Stefano Feniello Hotel Rigopiano

Non ce l’ha fatta Stefano Feniello, il ragazzo di 28 anni originario di Valva morto sotto le macerie dell’Hotel Rigopiano di Farindola in Abruzzo, interessato da una valanga di neve mercoledì pomeriggio 18 gennaio.

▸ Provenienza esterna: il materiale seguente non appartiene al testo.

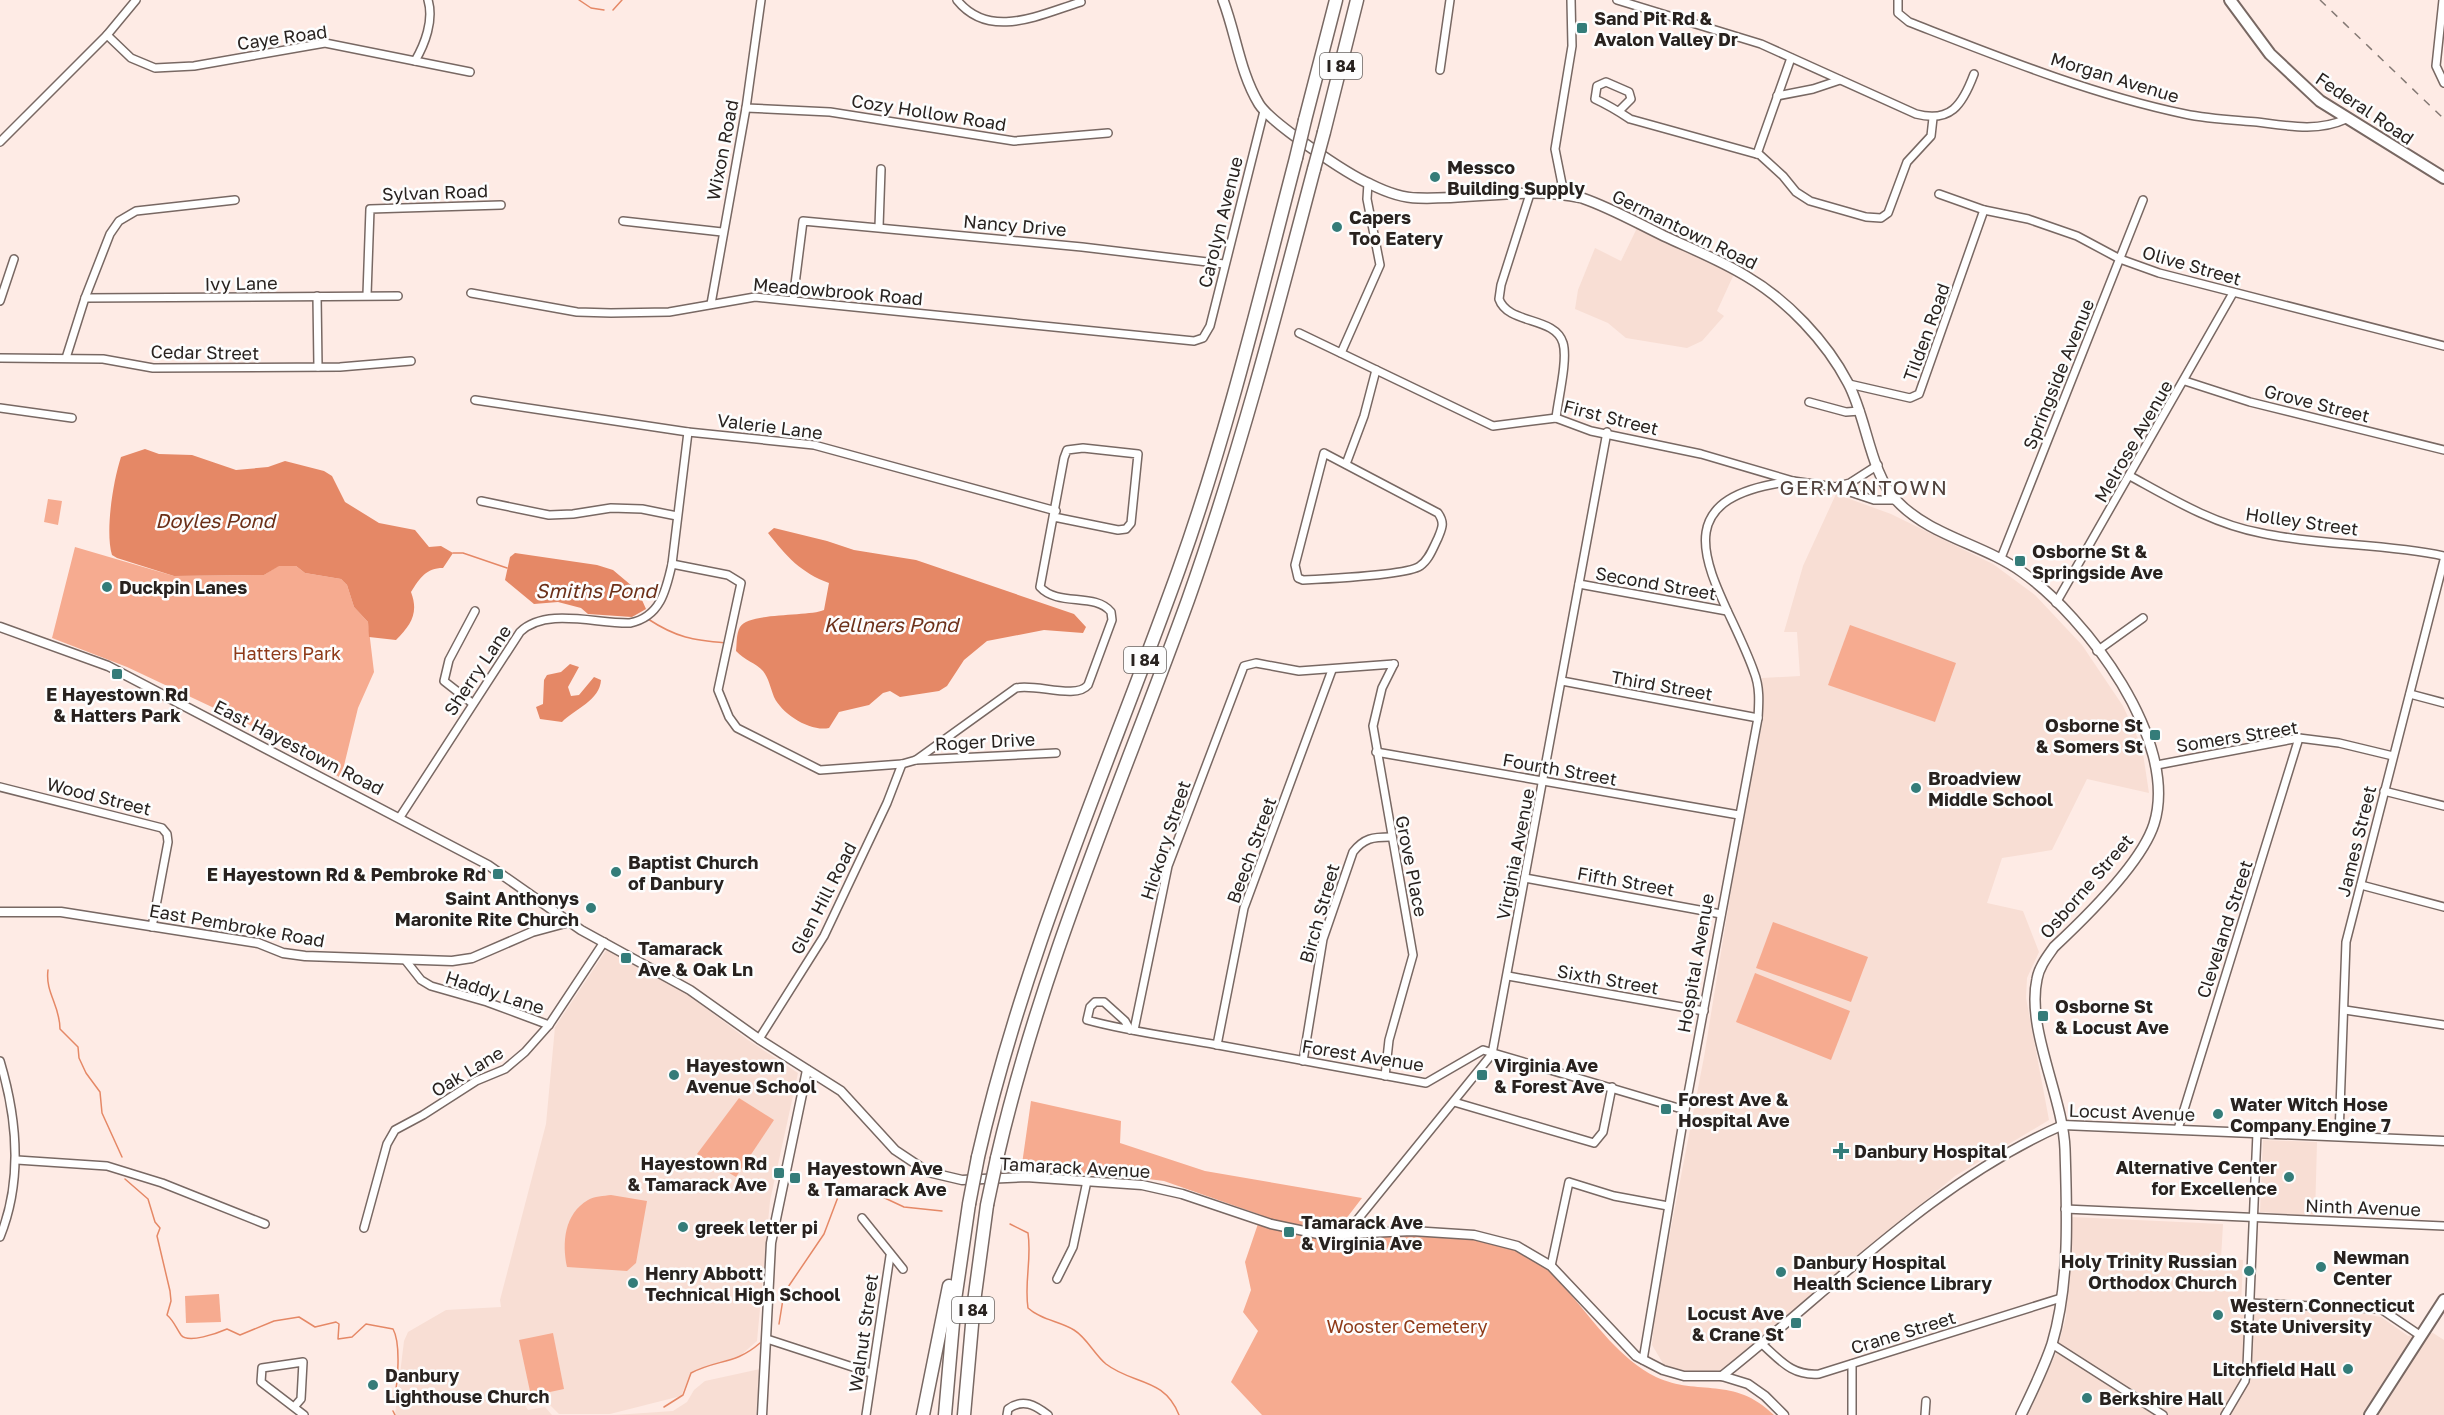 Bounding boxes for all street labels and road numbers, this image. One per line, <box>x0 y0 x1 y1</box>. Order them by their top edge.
street label: Caye Road <box>236 20 328 54</box>
street label: Morgan Avenue <box>2048 47 2182 107</box>
road number: I 84 <box>1320 53 1362 79</box>
street label: Federal Road <box>2312 67 2418 149</box>
street label: Cozy Hollow Road <box>850 89 1008 135</box>
street label: Wixon Road <box>701 98 743 202</box>
street label: Carolyn Avenue <box>1193 154 1247 290</box>
street label: Sylvan Road <box>382 179 488 205</box>
street label: Germantown Road <box>1609 184 1761 274</box>
street label: Nancy Drive <box>962 210 1068 240</box>
street label: Olive Street <box>2140 240 2244 290</box>
street label: Ivy Lane <box>204 271 278 295</box>
street label: Meadowbrook Road <box>752 273 924 309</box>
street label: Tilden Road <box>1898 280 1954 384</box>
street label: Springside Avenue <box>2018 295 2098 453</box>
street label: Cedar Street <box>150 340 260 364</box>
street label: Melrose Avenue <box>2089 376 2177 506</box>
street label: Grove Street <box>2262 379 2372 427</box>
street label: First Street <box>1561 395 1661 439</box>
street label: Valerie Lane <box>716 409 824 443</box>
street label: Holley Street <box>2244 502 2360 540</box>
street label: Second Street <box>1594 562 1718 604</box>
street label: Sherry Lane <box>439 621 515 719</box>
road number: I 84 <box>1124 647 1166 673</box>
street label: Third Street <box>1609 665 1715 705</box>
street label: East Hayestown Road <box>210 695 388 799</box>
street label: Somers Street <box>2175 716 2299 756</box>
street label: Roger Drive <box>934 727 1036 755</box>
street label: Fourth Street <box>1501 748 1619 790</box>
street label: Wood Street <box>44 772 154 820</box>
street label: Hickory Street <box>1135 777 1195 903</box>
street label: James Street <box>2332 783 2380 899</box>
street label: Virginia Avenue <box>1491 786 1539 922</box>
street label: Beech Street <box>1222 794 1280 906</box>
street label: Grove Place <box>1391 814 1433 918</box>
street label: Osborne Street <box>2035 829 2137 943</box>
street label: Glen Hill Road <box>785 838 861 958</box>
street label: Cleveland Street <box>2191 857 2257 1001</box>
street label: Birch Street <box>1294 861 1344 965</box>
street label: Fifth Street <box>1576 862 1676 900</box>
street label: Hospital Avenue <box>1672 892 1718 1034</box>
street label: East Pembroke Road <box>148 899 326 951</box>
street label: Sixth Street <box>1556 959 1660 999</box>
street label: Haddy Lane <box>443 966 547 1018</box>
street label: Forest Avenue <box>1300 1034 1426 1076</box>
street label: Oak Lane <box>427 1041 507 1101</box>
street label: Locust Avenue <box>2068 1099 2196 1125</box>
street label: Tamarack Avenue <box>999 1152 1151 1182</box>
street label: Ninth Avenue <box>2305 1194 2421 1220</box>
street label: Walnut Street <box>844 1272 882 1394</box>
road number: I 84 <box>952 1297 994 1323</box>
street label: Crane Street <box>1848 1306 1958 1358</box>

A riconoscere il corpo dalle fotografie è stato il padre, Alessio Feniello, dalla foto mostratagli dai soccorritori. Il papà lo ha riconosciuto da un tatuaggio su un braccio. Un momento straziante segnato dalle urla di dolore di papà Alessio mamma Maria e del fratello Andrea.

Stefano, al momento del crollo della struttura alberghiera, si trovava con la sua fidanzata Francesca Bronzi, estratta viva dalle macerie solo dopo tre giorni. Per Stefano invece, non c’è stato più nulla da fare. Il cuore del giovane ha smesso di battere sotto le macerie dell’Hotel Rigopiano di Farindola.

I due fidanzati avevano deciso di trascorrere un weekend all’insegna del benessere in occasione del ventottesimo compleanno di Stefano e del quinto anniversario di fidanzamento, ed è così che una vacanza si è trasformata in un vero e proprio incubo luttuoso e senza fine.

Sconcerto a Valva. “E’ una notizia che mai avrei voluto ricevere” ha dichiarato il sindaco Vito Falcone. Ora dovrà essere fissata la data dei funerali. Sarà proclamato, per quel giorno, il lutto cittadino.